The Story
Why it exists.
The beginning
Dior Addict 2 Summer Litchi arrived in May 2008 as a limited edition, part of the Addict 2 flankers that explored the fruity side of Dior's floral heritage. The concept was simple: take the litchi fruit, that sweet-tart Chinese cherry with the translucent pearl flesh, and build a summer fragrance around it. Dior's perfumers worked with sparkling grapefruit at the opening, layered Turkish rose and litchi at the heart, and anchored everything with white musk. The bottle kept the Addict 2 silhouette but shifted to pink nuances meant to evoke the litchi tree itself. Limited to 50 ml EDT, it was positioned as a seasonal treat, the kind of fragrance you'd reach for on vacation or save for a specific summer memory. The Addict line had always been about boldness, but the Summer Litchi edition leaned into ease instead.

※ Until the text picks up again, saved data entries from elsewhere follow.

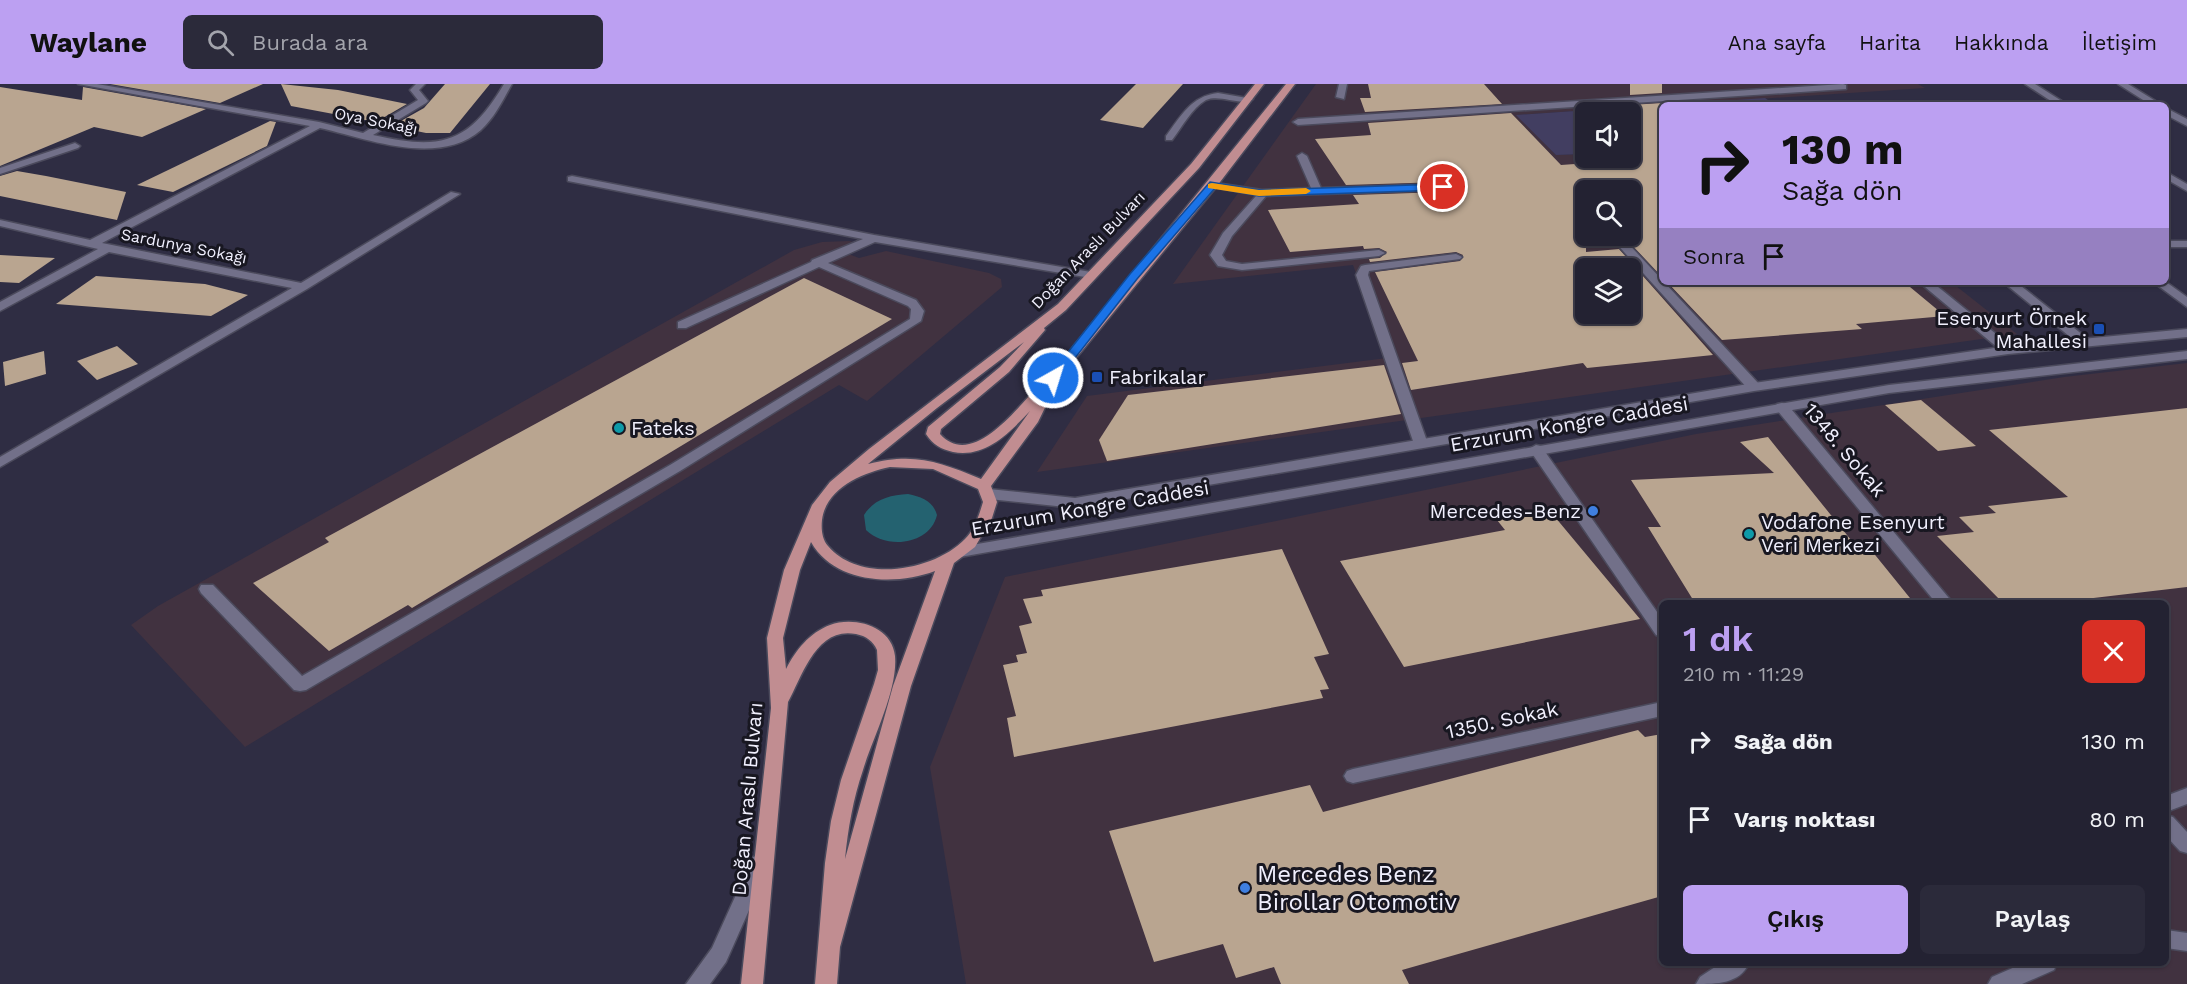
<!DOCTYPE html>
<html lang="tr">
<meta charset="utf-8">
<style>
:root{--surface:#232232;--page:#2b2a3a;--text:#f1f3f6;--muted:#a3a4ac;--line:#403f4d;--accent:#bca0f2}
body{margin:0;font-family:"Work Sans",sans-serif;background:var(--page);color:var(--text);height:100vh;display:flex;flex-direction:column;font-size:22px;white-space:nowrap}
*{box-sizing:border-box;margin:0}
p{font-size:20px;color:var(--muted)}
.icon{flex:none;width:33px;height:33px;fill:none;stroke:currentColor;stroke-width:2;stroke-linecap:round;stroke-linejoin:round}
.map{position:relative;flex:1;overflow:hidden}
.sheet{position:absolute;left:1659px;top:516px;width:510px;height:366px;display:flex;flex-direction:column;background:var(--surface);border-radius:9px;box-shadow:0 2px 4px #0004,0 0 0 2px var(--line)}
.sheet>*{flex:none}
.top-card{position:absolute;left:1659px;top:18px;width:510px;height:183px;border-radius:9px;box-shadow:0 2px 4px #0004,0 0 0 2px var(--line);background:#bca0f2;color:#111;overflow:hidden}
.tools{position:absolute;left:1575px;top:18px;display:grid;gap:12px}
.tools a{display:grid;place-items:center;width:66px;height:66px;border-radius:9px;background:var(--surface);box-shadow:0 2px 4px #0004,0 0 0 2px var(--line);font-size:30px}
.pin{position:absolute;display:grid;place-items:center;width:51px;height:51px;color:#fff;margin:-26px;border:3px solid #fff;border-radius:50%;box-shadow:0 2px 6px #0007}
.me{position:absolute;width:66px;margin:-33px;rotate:39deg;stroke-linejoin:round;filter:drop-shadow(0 0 4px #0008)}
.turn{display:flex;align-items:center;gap:21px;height:126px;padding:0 24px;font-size:27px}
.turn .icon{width:78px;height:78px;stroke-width:2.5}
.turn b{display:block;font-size:42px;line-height:51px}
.then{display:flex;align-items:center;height:57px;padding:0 24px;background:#0003;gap:12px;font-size:22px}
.round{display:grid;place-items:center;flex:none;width:63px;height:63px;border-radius:9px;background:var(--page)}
.headline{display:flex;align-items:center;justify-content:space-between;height:102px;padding:0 24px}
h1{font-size:36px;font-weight:600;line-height:45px;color:var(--accent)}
.primary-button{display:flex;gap:12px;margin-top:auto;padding:12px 24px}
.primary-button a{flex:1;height:69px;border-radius:9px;background:var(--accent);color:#111;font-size:24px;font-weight:600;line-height:69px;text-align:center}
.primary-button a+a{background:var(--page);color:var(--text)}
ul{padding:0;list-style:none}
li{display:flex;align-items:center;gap:18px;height:78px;padding:0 24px}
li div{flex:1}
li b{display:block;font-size:22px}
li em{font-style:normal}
header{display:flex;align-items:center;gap:36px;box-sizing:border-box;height:84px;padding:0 30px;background:var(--accent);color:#111}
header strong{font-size:28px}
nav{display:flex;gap:33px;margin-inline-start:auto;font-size:21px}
.search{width:420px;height:54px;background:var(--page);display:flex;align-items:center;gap:15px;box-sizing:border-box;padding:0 21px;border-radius:9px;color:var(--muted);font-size:22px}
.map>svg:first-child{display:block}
</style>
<header>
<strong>Waylane</strong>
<div class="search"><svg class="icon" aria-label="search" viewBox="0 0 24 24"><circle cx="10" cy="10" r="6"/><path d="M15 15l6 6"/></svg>Burada ara</div>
<nav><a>Ana sayfa</a><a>Harita</a><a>Hakkında</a><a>İletişim</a></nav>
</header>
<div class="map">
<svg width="2187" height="900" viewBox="0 0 2187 900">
<rect width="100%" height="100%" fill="#2f2d43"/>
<g fill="#413240" fill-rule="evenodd">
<path d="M1316 0H1918L1925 4 1517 31 1556 71 1585 70 1586 74H1630L1662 67V198H1951L2017 250 1037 388 1087 312 1387 274 1353 181 1173 200ZM1586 106H1630V152H1586ZM1586 184H1630V230H1586Z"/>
<path d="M849 157 858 159 846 169 859 174 886 167 989 189 1001 195 1002 203 867 317 839 301 245 663 131 541 158 522 794 166 822 158Z"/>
<path d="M2187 279V900H966L930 683 1005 493 1696 350 2064 293ZM1662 519H2166V879H1662Z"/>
</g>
<g fill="#423e61">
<path d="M1765 14 1775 21H1665Z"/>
<path d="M1662 21 1630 28H1586L1585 70 1556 71 1516 31Z"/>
</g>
<path fill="#246270" d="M908 410C922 413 933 417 937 431 930 461 886 466 866 446L864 431C874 415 890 411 908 410Z"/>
<g fill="#b9a590" fill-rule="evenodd">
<path d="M110 0H263L220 19Z"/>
<path d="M281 0 338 6 407 20 376 38 291 22Z"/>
<path d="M445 0H490L450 49H426L392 42 424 24Z"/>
<path d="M1136 0H1183L1143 44 1100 36Z"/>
<path d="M1368 0H1484L1502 20 1365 28 1360 14H1371Z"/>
<path d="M1630 0H1662V9L1630 11Z"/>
<path d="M0 3 82 16 83 3 206 25 142 53 94 43 0 82Z"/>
<path d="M1662 19V193L1630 159V106H1586V168L1619 165 1713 271 1587 284 1583 279 1411 306 1402 279 1418 277 1375 188 1460 177 1463 171 1456 168 1370 178 1369 175 1380 174 1387 168 1379 164 1364 165 1363 162 1290 168 1268 126 1359 120 1353 111 1443 108 1450 104 1443 98 1346 101 1315 55 1371 51 1368 39 1511 29 1561 81 1630 76V21ZM1586 184H1630V230H1586Z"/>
<path d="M270 37 276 38 267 62 173 108 137 101Z"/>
<path d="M17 87 46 92 126 108 117 136 0 112V92Z"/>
<path d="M0 171 55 174 19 199 0 198Z"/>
<path d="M96 192 205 200 248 211 211 232 56 220Z"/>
<path d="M804 194 892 235 412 524 408 521 329 567 253 499 329 458 325 454Z"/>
<path d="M1667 198H1904L1945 232 1856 240 1862 245 1722 256Z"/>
<path d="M117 262 138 280 97 296 77 277Z"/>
<path d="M44 267 46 290 5 302 3 278Z"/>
<path d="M1384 281 1401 330 1107 377 1099 356 1128 311Z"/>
<path d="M1921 316 1976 362 1938 367 1885 321Z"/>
<path d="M2187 324V503L2051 519H2003L1937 452 1974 448 1959 433 1996 429 1988 422 2068 413 1989 346Z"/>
<path d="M1768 353 1851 456H1863L1914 519H1695L1648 443H1661L1631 396 1774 389 1740 358Z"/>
<path d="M1550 427 1640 535 1404 583 1340 477 1505 446 1497 436Z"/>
<path d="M1282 465 1329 570 1314 573 1329 605 1320 606 1323 614 1014 673 1007 634 1016 632 1003 581 1018 578 1016 571 1027 569 1019 542 1032 539 1023 515 1043 512 1041 506Z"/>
<path d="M1638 646 1645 653 1662 650V812L1402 886 1409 900H1281L1274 883 1236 894 1223 860 1154 878 1109 747 1310 701 1323 728Z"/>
</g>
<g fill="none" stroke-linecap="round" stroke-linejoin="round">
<defs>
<g id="service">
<path d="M1339 0H1347L1344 15 1336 13Z"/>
<path d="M1843 0 1846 1V5L1298 41 1293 38 1298 35Z"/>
<path d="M1218 9 1253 15C1241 23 1221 10 1206 16 1192 24 1182 43 1172 56H1166V52C1181 32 1191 12 1218 9Z"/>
<path d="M1302 69 1307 72 1321 104 1443 100 1448 103 1443 106 1266 112 1232 152 1222 171 1226 177 1242 180 1379 166 1385 169 1379 172 1242 186 1218 182 1210 171 1223 149 1256 112 1254 109 1209 102V98L1262 106 1311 104 1297 72Z"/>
<path d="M572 92 874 151 1091 188 1097 191 1091 194 875 158 828 179 916 216 924 227 921 237 680 387 306 606 300 607 294 606 201 509 199 505 201 501H213L302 592 670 381 910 235 911 225 908 222 819 183 686 244H678V238L811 178 812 176 863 155 568 97V93Z"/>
<path d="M1456 170 1462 173 1460 175 1369 187 1368 191 1428 360 1421 364 1414 360 1356 191 1361 182 1365 181Z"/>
<path d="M1536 361 1541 362 1662 535V553L1656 551 1529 365Z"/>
<path d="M1662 618V632L1353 699 1347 697 1344 692 1347 687 1353 685Z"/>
<path d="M760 771 767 773 770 779 726 878 710 900H686L712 864 753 773Z"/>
<path d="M2166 846 2187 849V867L2166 864Z"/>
<path d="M1721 879H1749C1740 900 1716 900 1696 900L1700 893Z"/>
<path d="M2024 879H2057L2054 886 2022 900H1988L1992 893Z"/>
</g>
<g id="minor">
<path d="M78 0H97L319 38 363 49 418 16 410 6 416 0H425L419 6 428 17 426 19 373 51C440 66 468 61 504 0H512C503 16 495 33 481 46 438 83 368 55 320 44L102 159 301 199 451 108 460 110 307 205 0 383V373L292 204 109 168 0 227V218L98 165 0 142V136L90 156 310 42Z"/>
<path d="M2025 0H2035L2068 21H2057Z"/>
<path d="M2118 0H2128L2162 21H2151Z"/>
<path d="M2166 24 2187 35V42L2166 31Z"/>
<path d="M75 59 80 62 78 64 0 90V84Z"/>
<path d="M2166 88 2187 100V107L2166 95Z"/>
<path d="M1619 153 1623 154 1759 300 1760 303 1759 306H1749L1615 158 1614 156Z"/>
<rect x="2166" y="157" width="21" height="6"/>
<path d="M1919 198H1932L2012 263V269H2004Z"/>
<path d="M2003 198H2016L2088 255V261H2080Z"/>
<path d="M2153 198H2166L2187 213V223Z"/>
<path d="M1782 319 1787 320 1953 519H1936L1777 326 1775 323 1777 320Z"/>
<path d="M2187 704V720L2166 728V712Z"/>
<path d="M2166 731 2173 733 2187 748V769L2180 767 2166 752Z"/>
</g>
<g id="secondary">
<path d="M2187 245V253L2008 270 1754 307 1075 424 989 415 982 410 989 405 1075 414 1754 299 2008 262Z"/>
<path d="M2187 267V275L1889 309 960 473 952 468 960 463 1889 301Z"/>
</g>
<path id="primary" d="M1255 0H1264L1199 84 1066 226 1044 244 1045 246 1009 288 941 345 940 350C972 386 1018 323 1039 301L1043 300 1286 0H1295L1217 102 1059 295 1038 338 991 402 997 418 992 434 975 463 954 479 911 602 840 863 837 900H815L825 779 831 737 841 696 874 600 878 586 877 566C873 557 866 552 856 550 816 542 802 593 788 618L763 900H741L771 624 767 554 784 486 812 421 830 398 869 365 1058 220 1191 80ZM1024 258 1000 283 928 343 926 350C933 361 941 365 953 368 986 374 1009 349 1030 327L981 395C940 378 914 368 868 380L937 324ZM890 383 933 385 978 405 983 418C979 431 975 445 965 455 934 487 860 500 828 462 822 455 821 445 822 436 826 404 862 389 890 383ZM811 458C835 500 895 502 935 487L893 602 845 775C848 745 853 715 863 686 873 653 898 606 895 572 892 542 854 532 830 541 809 549 796 566 786 585L783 554 800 486Z"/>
</defs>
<use href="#service" stroke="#4b4a5c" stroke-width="3"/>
<use href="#minor" stroke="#4b4a5c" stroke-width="3"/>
<use href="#secondary" stroke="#4b4a5c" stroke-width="3"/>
<use href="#primary" stroke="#4b4a5c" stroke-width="3"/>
<use href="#service" fill="#727089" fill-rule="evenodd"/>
<use href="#minor" fill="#727089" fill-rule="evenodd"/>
<use href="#secondary" fill="#727089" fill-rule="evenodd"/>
<use href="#primary" fill="#c18d91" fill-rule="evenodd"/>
</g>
<path fill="#1a73e8" stroke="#114b97" stroke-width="1.5" d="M1210 98 1259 106 1443 100 1448 103 1443 106 1259 112 1215 104 1137 195 1057 297H1049V292L1130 190Z"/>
<path fill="#f59e0b" d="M1212 99 1259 106 1306 104 1311 107 1306 110 1259 112 1208 104V100Z"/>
<g fill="#1a4fb4" stroke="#181721" stroke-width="2">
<rect x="2093" y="239" width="12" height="12" rx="3"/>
<rect x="1091" y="287" width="12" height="12" rx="3"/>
</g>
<g fill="#0f9aa8" stroke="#181721" stroke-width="2">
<circle cx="619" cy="344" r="6"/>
<circle cx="1749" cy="450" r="6"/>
</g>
<g fill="#3f7fe0" stroke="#181721" stroke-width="2">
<circle cx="1593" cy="427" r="6"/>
<circle cx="1245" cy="804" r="6"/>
</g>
<g text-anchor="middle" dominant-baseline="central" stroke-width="6" stroke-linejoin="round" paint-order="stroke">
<g font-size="16" fill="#f1f0fe" stroke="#181721">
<text transform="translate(376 37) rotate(11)">Oya Sokağı</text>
<text transform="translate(184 162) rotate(11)">Sardunya Sokağı</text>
<text transform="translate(1088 166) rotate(-46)">Doğan Araslı Bulvarı</text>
</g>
<g font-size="20" fill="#f1f0fe" stroke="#181721" text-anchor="start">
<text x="2087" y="234" text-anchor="end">Esenyurt Örnek<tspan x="2087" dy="23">Mahallesi</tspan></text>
<text x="1109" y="293">Fabrikalar</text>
<text x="631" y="344">Fateks</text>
<text x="1581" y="427" text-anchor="end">Mercedes-Benz</text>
<text x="1761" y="438">Vodafone Esenyurt<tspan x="1761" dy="23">Veri Merkezi</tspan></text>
</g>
<g font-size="20" fill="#f1f0fe" stroke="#181721">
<text transform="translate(1569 340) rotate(-10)">Erzurum Kongre Caddesi</text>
<text transform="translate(1845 366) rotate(50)">1348. Sokak</text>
<text transform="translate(1090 424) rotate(-10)">Erzurum Kongre Caddesi</text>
<text transform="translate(1502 636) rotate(-12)">1350. Sokak</text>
<text transform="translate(747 715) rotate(-85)">Doğan Araslı Bulvarı</text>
</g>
<g font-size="24" fill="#f1f0fe" stroke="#181721" text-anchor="start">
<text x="1257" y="790">Mercedes Benz<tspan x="1257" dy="28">Birollar Otomotiv</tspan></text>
</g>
</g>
</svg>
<div class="tools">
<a><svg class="icon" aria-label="sound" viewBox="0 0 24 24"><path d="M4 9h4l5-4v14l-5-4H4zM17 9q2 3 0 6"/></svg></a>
<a><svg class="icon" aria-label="search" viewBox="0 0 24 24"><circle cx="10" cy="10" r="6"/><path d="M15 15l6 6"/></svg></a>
<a><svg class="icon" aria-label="layers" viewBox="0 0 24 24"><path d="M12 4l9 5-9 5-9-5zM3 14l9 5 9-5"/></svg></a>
</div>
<div class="pin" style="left:1443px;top:103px;background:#d93025"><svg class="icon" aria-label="arrive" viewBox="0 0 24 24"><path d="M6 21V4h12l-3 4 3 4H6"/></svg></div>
<svg class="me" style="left:1053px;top:294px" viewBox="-20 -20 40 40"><circle r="17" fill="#1a73e8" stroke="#fff" stroke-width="3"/><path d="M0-11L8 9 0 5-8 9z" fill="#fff"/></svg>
<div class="top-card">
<div class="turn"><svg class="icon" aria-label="right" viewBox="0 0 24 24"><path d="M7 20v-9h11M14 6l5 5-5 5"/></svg><div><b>130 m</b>Sağa dön</div></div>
<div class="then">Sonra<svg class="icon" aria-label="arrive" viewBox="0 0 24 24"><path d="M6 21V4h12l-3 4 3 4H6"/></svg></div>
</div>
<section class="sheet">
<div class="headline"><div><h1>1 dk</h1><p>210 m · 11:29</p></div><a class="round" style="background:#d93025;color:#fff"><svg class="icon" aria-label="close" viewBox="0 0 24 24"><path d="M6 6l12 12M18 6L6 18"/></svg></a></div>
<ul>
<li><svg class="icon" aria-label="right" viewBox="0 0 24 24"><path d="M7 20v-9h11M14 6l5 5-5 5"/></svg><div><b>Sağa dön</b></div><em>130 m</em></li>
<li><svg class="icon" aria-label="arrive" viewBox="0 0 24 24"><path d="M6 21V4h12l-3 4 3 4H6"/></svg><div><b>Varış noktası</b></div><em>80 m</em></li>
</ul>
<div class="primary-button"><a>Çıkış</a><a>Paylaş</a></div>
</section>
</div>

What makes this composition interesting is the way it handles restraint within a fruity-floral structure. Grapefruit opens sharp and citrusy, that's the fresh part. But litchi doesn't follow the typical fruity trajectory of sweetness. It's more translucent than ripe, more watery than saccharine. The Turkish rose amplifies this: it's not a blowsy garden rose but something cleaner, almost aquatic. White musk grounds the whole thing without adding weight. The result is a fragrance that smells expensive precisely because it doesn't announce itself. It's the olfactory equivalent of a pale pink, there's color there, but it breathes.
The evolution
The opening arrives quickly: grapefruit, bright and brief, like a citrus spray in the face that dissipates in minutes. Then litchi takes over. This is the phase that defines the fragrance, translucent sweetness meeting clean rose, the two notes blurring into something that's fruit and flower at the same time. There's a slight aquatic undertone here, a whisper of something marine that keeps the sweetness honest. This heart lasts the longest, maybe three to four hours on most skin types. As it fades, the musk emerges, not the animalic kind, not the clinical kind, but the kind that smells like warm skin left in sunlight. It doesn't cling or project. It just stays close, intimate, the kind of scent someone notices only when they're near you. On fabric, the grapefruit leaves a faint ghost; the litchi and rose disappear entirely into the musk within a few hours.
Cultural impact
As a limited edition from 2008, Dior Addict 2 Summer Litchi occupies a particular niche: it's a fragrance that people actively seek out despite discontinuation, which says something about its appeal. The Addict line has always been positioned at the intersection of Dior's couture heritage and a more playful, contemporary sensibility, think bold bottles and fruity compositions that break from the house's more formal floral traditions. Summer Litchi took this further, leaning into the seasonal limited-edition model that luxury houses use to create urgency without diluting core collections. Its discontinuation made it harder to find, which only increased its appeal among collectors and those who remember it from that particular summer.